To anyone who understands a bit about the behaviour of low frequency sound waves, directional bass might seem physically implausible. But as Hugh Covill points out, directional bass is not only a physical reality, it’s an idea that’s been around for decades.


30 September 2005

Text: Hugh Covill

‘Everything old is new again’ seems to be the catch-cry of the audio industry. Companies look to be clamouring to reissue everything from classic compressors and preamps to vintage tube mics. You’ve all read the hype… “built to original specifications with parts snaffled directly from Rupert Neve’s garage” etc etc. A colleague and I were recently discussing this phenomenon over a quiet ale or three when the conversation turned to this question: “What have been the defining inventions/products/breakthroughs in conceptual thought that have most affected us audio folk? What are the really big moments in history as they relate to sound? So what did we determine?

Well, there’s the understanding and harnessing of electricity, that’s a given. Then there’s Thomas Edison’s invention of the phonograph… moving coil speaker design… the work in electro-acoustics by Bell Labs (particularly in the ’30s and ’40s)… third-octave equalisation, patented by Don Davis in the mid ’60s… and, more recently, DSP which has resulted in digitally-steerable loudspeaker arrays and variable room acoustic systems.

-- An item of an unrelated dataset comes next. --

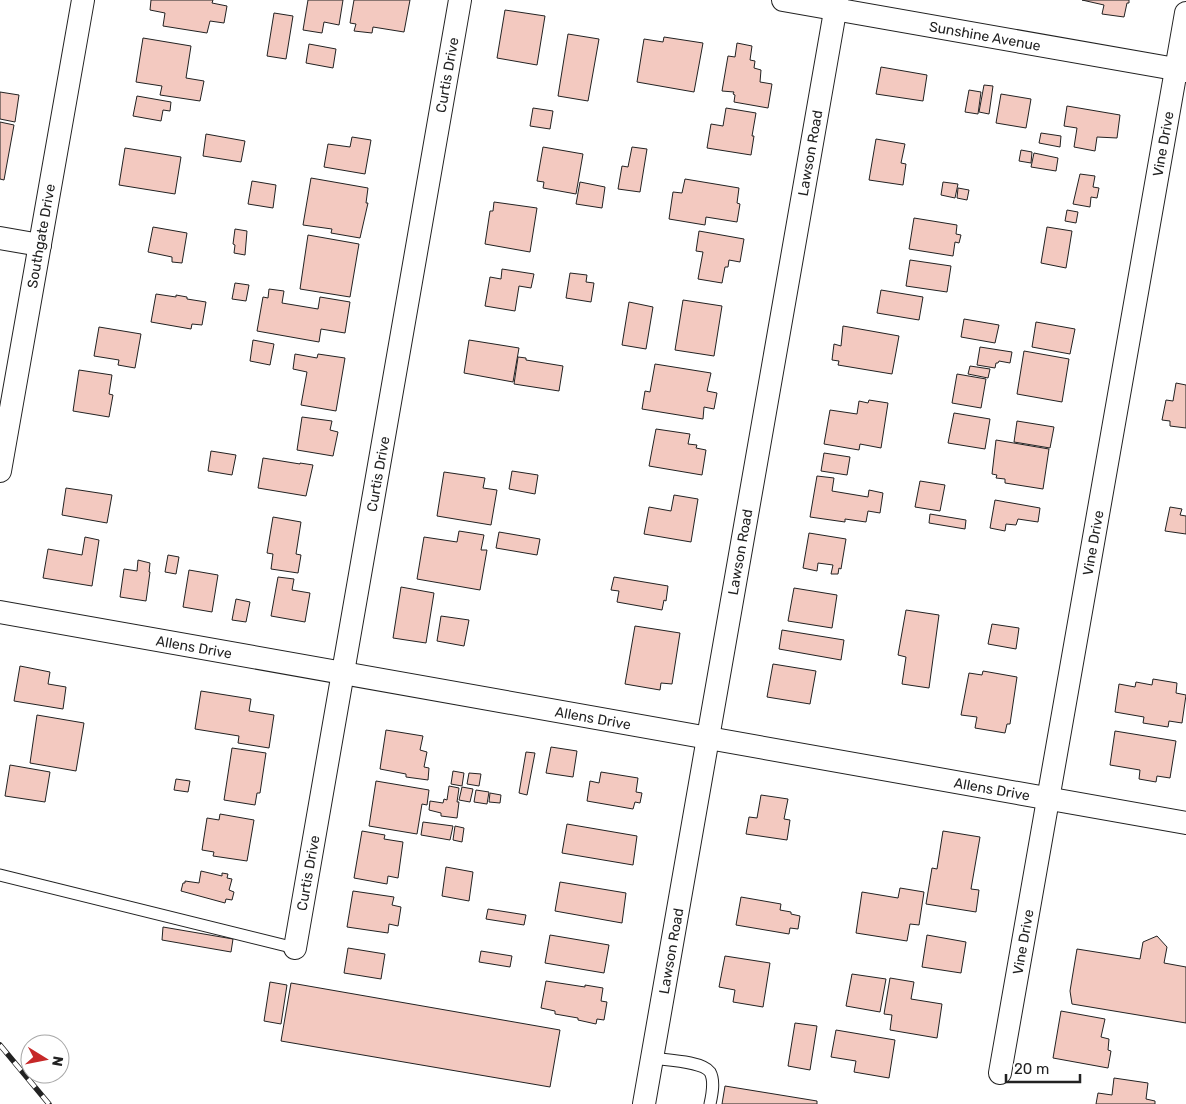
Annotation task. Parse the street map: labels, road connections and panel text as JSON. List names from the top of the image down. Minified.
{"streets":{"street":["Sunshine Avenue","Curtis Drive","Vine Drive","Lawson Road","Southgate Drive","Allens Drive"]},"crossings":[["Sunshine Avenue","Vine Drive"],["Sunshine Avenue","Lawson Road"],["Curtis Drive","Allens Drive"],["Vine Drive","Allens Drive"],["Lawson Road","Allens Drive"]],"scale_bar":"20 m","north":"right"}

These are just a few of the important landmarks we managed to recall. What struck me most about our list was that (excluding digital technologies) most of the founding concepts that underpin how we work with sound were laid down a long time ago.

Which brings us to Dr Harry F Olson, one of the forefathers of modern electro-acoustics. Last year I attended a seminar (conducted by Meyer Sound), which, among other things, tackled the concept of directional bass arrays. This concept (along with most contemporary line source theory) was first described in Dr Olson’s book ‘Acoustical Engineering’ which was published way back in 1939! This book has been out of print for many years but has now become available again via

For anyone with a sense that there’s a science behind the practice of putting up speakers, this book is still the definitive work.


So, having doffed our caps to those that paved the way, let’s take a look at the concept of directional bass… or low frequency directivity, or whatever other moniker you wish to call it. Most audio people happily admit that bass is omni-directional in nature. They’re right, of course. A single, forward-firing subwoofer in free space will exhibit an omni-directional frequency response. This situation changes, though, when we introduce a second sub (and subsequent sources after that). You’ve all heard the phenomenon in action, and you may well have heard the related term ‘power alley’ at some point.


As you walk around a room the low frequency response can often seem noticeably uneven. In the past, my initial response to this phenomenon has always been to get out my calculator and start looking at the axial room modes. Is there a standing wave? Often the room can play a pivotal part in shaping a sound system’s frequency response. But what this seminar impressed upon me was the need to consider the phase relationship of the bass sources. As soon as you’re utilising more than a single bass cabinet, you’re changing the polar response in the bass frequencies. If this change in polar response is not considered, the results can be disastrous for both the audience coverage (uneven levels) and for the stage sound (poor gain before feedback at low frequencies).

It is beyond the scope of this article to discuss room factors in any detail. Let’s assume our bass sources are in free space and I’ll outline just how a particular technique for arraying these sources can control the distribution pattern. Disclaimers aside, let’s look at some definitions. What is phase? What constitutes an array? What is polar response?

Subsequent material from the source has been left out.